We analyzed 818 institutions in this study. Table 4 lists the top 10 institutions in Np, six of which are from China. The top five institutions were Soochow University, Sichuan University, Fudan University, the University of Texas MD, Anderson Canc Ctr, and the Albert Einstein Coll Med. Figure 4c shows the trends in Np of the top five institutions. Among these, Soochow University ranked first in NP, while Sichuan University was the latest to start but the fastest to develop. The citation links between the 50 institutions publishing no fewer than five papers formed the citation network shown in Figure 4d.

Table 4. The top 10 productive countries/regions and institutions related to B7-H3/CI.

Rank	Countries	NP	TC	AC	Affiliation	NP
1	CHINA	221	5050	23.82	SOOCHOW UNIV(CHINA)	57
2	USA	213	13972	79.84	SICHUAN UNIV(CHINA)	51
3	JAPAN	33	572	22.88	FUDAN UNIV(CHINA)	41
4	GERMANY	31	318	13.25	UNIV TEXAS MD ANDERSON CANC CTR(USA)	41
5	ITALY	25	303	16.83	ALBERT EINSTEIN COLL MED(USA)	40
6	KREA	18	144	14.40	SUN YAT SEN UNIV(CHINA)	38
7	UK	17	762	76.20	CENT SOUTH UNIV(CHINA)	31
8	SPAIN	17	218	15.00	HARVARD MED SCH(USA)	30
9	CANADA	17	269	33.63	TABRIZ UNIV MED SCI(IRAN)	29
10	IRAN	12	235	19.58	CAPITAL MED UNIV(CHINA)	27

These papers were distributed across 45 countries/regions, with the USA and China being the major publication countries (Figure 5a). There were 44 multi-country publications (MCP) in the USA and 31 in China (Figure 5b). Among the top 10 relevant countries, Iran (50%) and Spain (60%) had a high proportion of MCP (Figure 5b). China surpassed the USA in 2020, as shown in Figure 5c. Figure 5d shows a map of the cooperation between the counties. The USA has cooperative relations with many countries, especially in maintaining close ties with China.

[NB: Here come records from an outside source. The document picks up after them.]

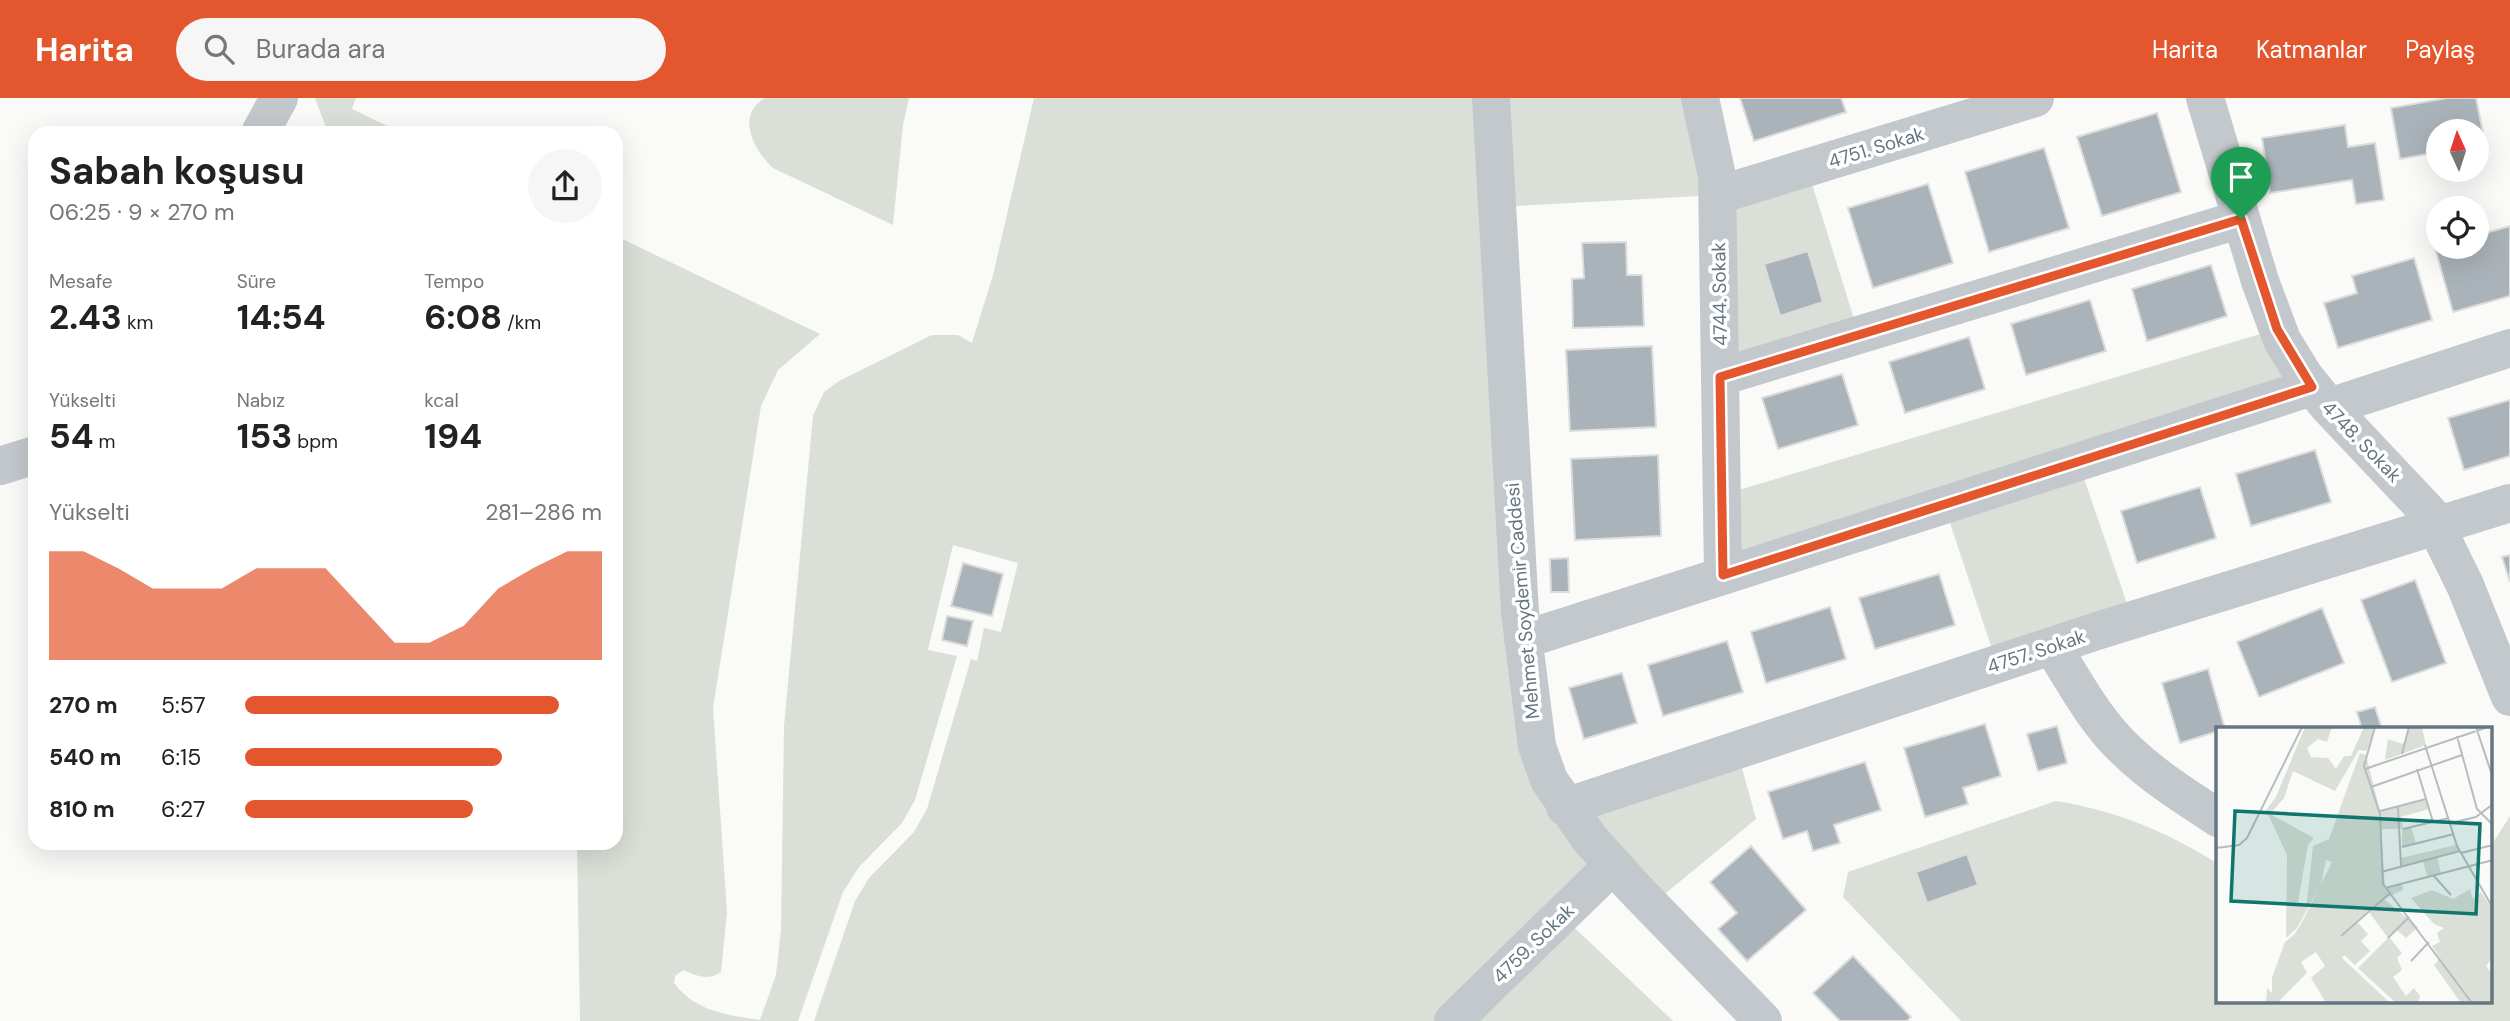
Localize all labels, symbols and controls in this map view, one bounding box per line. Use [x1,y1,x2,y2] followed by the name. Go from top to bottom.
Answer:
[176,18,666,81] search box
[35,28,134,71] text: Harita
[200,30,238,68] icon: search
[256,32,385,66] text: Burada ara
[2152,34,2218,65] text: Harita
[2256,34,2367,65] text: Katmanlar
[2405,34,2475,65] text: Paylaş
[2426,119,2488,182] north arrow
[2426,119,2489,259] map controls
[1825,121,1928,174] street label: 4751. Sokak
[49,146,305,196] text: Sabah koşusu
[2211,147,2271,219] pin
[528,149,602,223] button: share
[2222,158,2260,196] icon: arrive
[2426,196,2489,259] button: locate
[49,197,234,227] text: 06:25 · 9 × 270 m
[1706,241,1733,346] street label: 4744. Sokak
[49,269,113,294] text: Mesafe
[237,269,276,294] text: Süre
[424,269,484,294] text: Tempo
[49,294,122,340] text: 2.43
[237,294,326,340] text: 14:54
[424,294,502,340] text: 6:08
[122,310,153,335] text: km
[502,310,541,335] text: /km
[49,388,116,413] text: Yükselti
[237,388,285,413] text: Nabız
[424,388,459,413] text: kcal
[2316,395,2407,488] street label: 4748. Sokak
[49,413,94,459] text: 54
[237,413,292,459] text: 153
[424,413,482,459] text: 194
[94,429,116,454] text: m
[292,429,338,454] text: bpm
[1500,482,1545,720] street label: Mehmet Soydemir Caddesi
[49,497,130,527] text: Yükselti
[485,497,602,527] text: 281–286 m
[1984,624,2089,679] street label: 4757. Sokak
[49,690,118,720] text: 270 m
[161,690,206,720] text: 5:57
[2216,727,2492,1004] inset map
[49,742,122,772] text: 540 m
[161,742,201,772] text: 6:15
[49,794,115,824] text: 810 m
[161,794,205,824] text: 6:27
[1487,898,1580,988] street label: 4759. Sokak

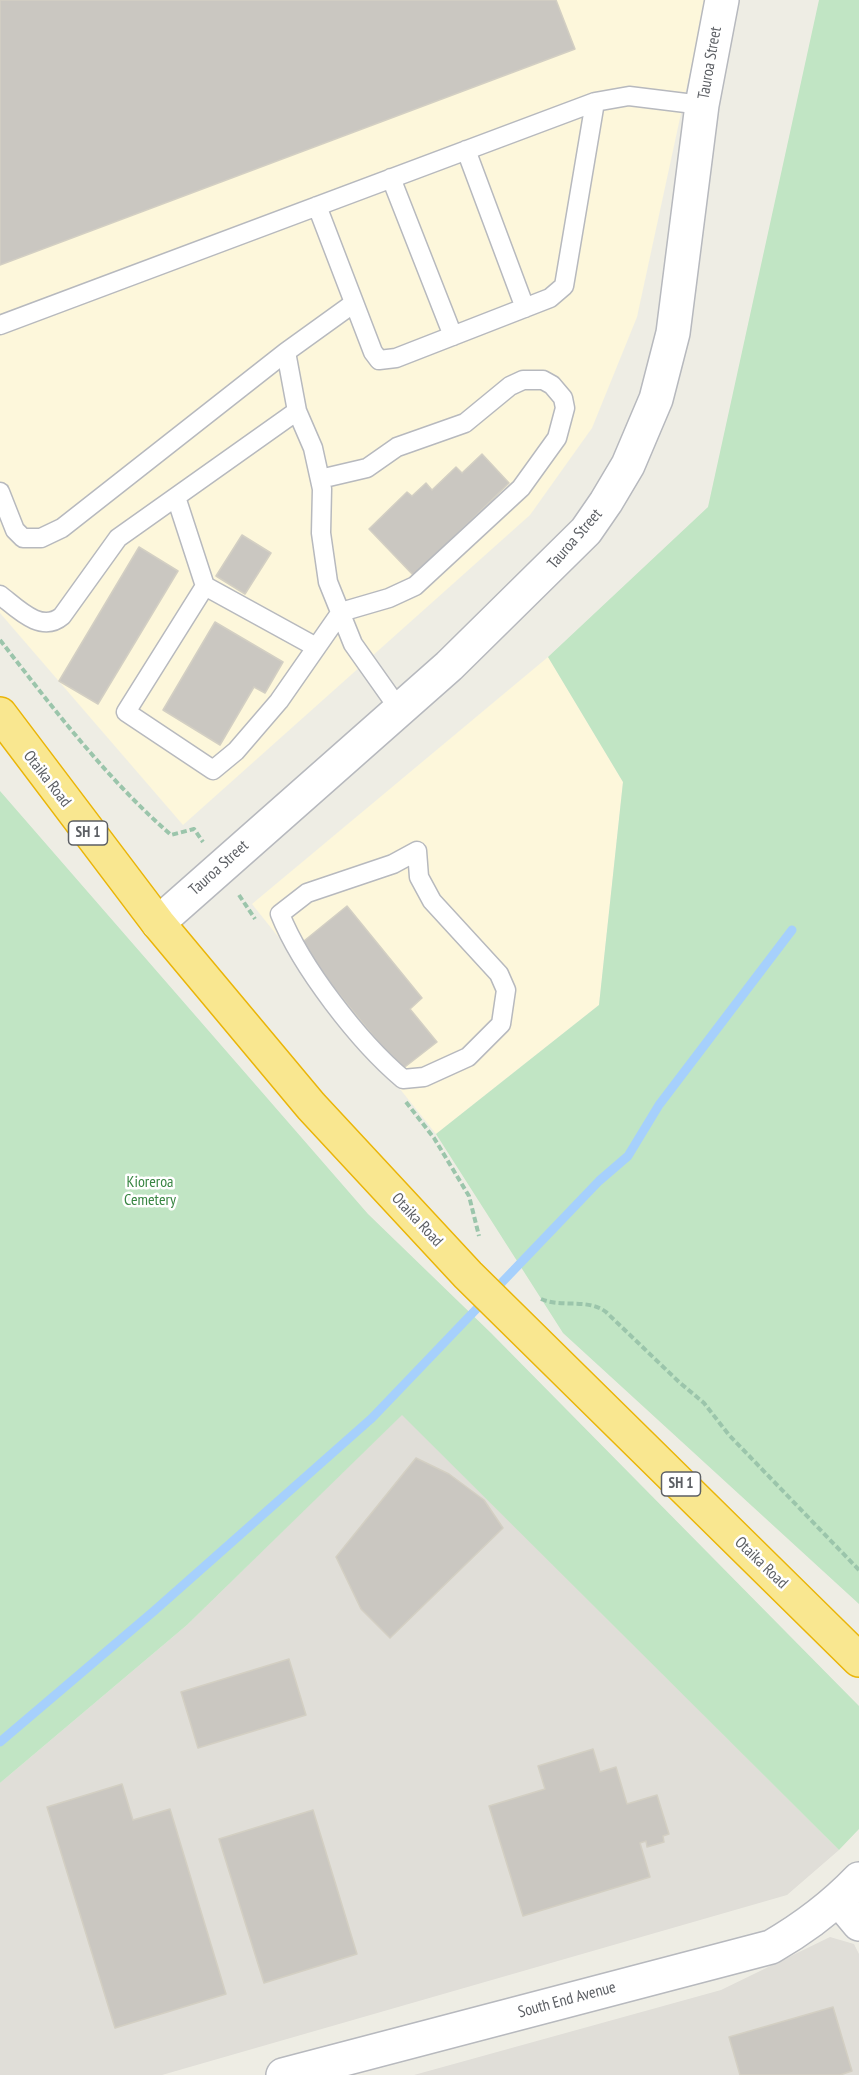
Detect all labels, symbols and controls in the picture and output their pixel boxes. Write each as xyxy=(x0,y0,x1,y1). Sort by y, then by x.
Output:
street label: Tauroa Street xyxy=(694,25,726,101)
street label: Tauroa Street xyxy=(544,505,606,573)
street label: Otaika Road xyxy=(19,747,75,811)
road number: SH 1 xyxy=(68,821,107,845)
street label: Tauroa Street xyxy=(185,836,253,900)
park label: Kioreroa Cemetery xyxy=(124,1172,176,1210)
street label: Otaika Road xyxy=(387,1189,447,1251)
road number: SH 1 xyxy=(662,1472,700,1496)
street label: Otaika Road xyxy=(730,1533,792,1593)
street label: South End Avenue xyxy=(516,1978,618,2022)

Figure 5. (a) Distribution of documents from different countries in B7-H3/CI. (b) the publications’ partnership of the top 10 countries in B7-H3/CI. (c) the trend in the number of papers from the top 10 countries. (d) the cooperative network of countries (the links between countries/regions indicate the number of cooperation).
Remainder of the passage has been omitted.